(Data shown):
=== Begin Enclosure ===

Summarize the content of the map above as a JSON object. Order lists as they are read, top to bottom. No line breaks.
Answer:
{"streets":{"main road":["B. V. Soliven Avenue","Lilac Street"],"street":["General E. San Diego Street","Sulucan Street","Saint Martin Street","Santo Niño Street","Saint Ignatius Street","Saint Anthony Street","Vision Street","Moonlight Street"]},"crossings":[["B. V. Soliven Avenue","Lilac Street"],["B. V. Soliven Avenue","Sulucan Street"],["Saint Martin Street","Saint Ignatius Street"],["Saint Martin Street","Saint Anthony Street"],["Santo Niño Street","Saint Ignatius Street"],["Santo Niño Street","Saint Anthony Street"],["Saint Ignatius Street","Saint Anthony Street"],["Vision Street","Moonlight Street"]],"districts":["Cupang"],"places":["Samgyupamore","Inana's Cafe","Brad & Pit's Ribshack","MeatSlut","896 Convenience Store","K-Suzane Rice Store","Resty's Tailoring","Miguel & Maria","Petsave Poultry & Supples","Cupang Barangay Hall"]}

=== End Enclosure ===

Output all of the data in full, exactly as given.

(Exercise solution):
Summarize the content of the map above as a JSON object. Order lists as they are read, top to bottom. No line breaks.
Answer:
{"streets":{"main road":["B. V. Soliven Avenue","Lilac Street"],"street":["General E. San Diego Street","Sulucan Street","Saint Martin Street","Santo Niño Street","Saint Ignatius Street","Saint Anthony Street","Vision Street","Moonlight Street"]},"crossings":[["B. V. Soliven Avenue","Lilac Street"],["B. V. Soliven Avenue","Sulucan Street"],["Saint Martin Street","Saint Ignatius Street"],["Saint Martin Street","Saint Anthony Street"],["Santo Niño Street","Saint Ignatius Street"],["Santo Niño Street","Saint Anthony Street"],["Saint Ignatius Street","Saint Anthony Street"],["Vision Street","Moonlight Street"]],"districts":["Cupang"],"places":["Samgyupamore","Inana's Cafe","Brad & Pit's Ribshack","MeatSlut","896 Convenience Store","K-Suzane Rice Store","Resty's Tailoring","Miguel & Maria","Petsave Poultry & Supples","Cupang Barangay Hall"]}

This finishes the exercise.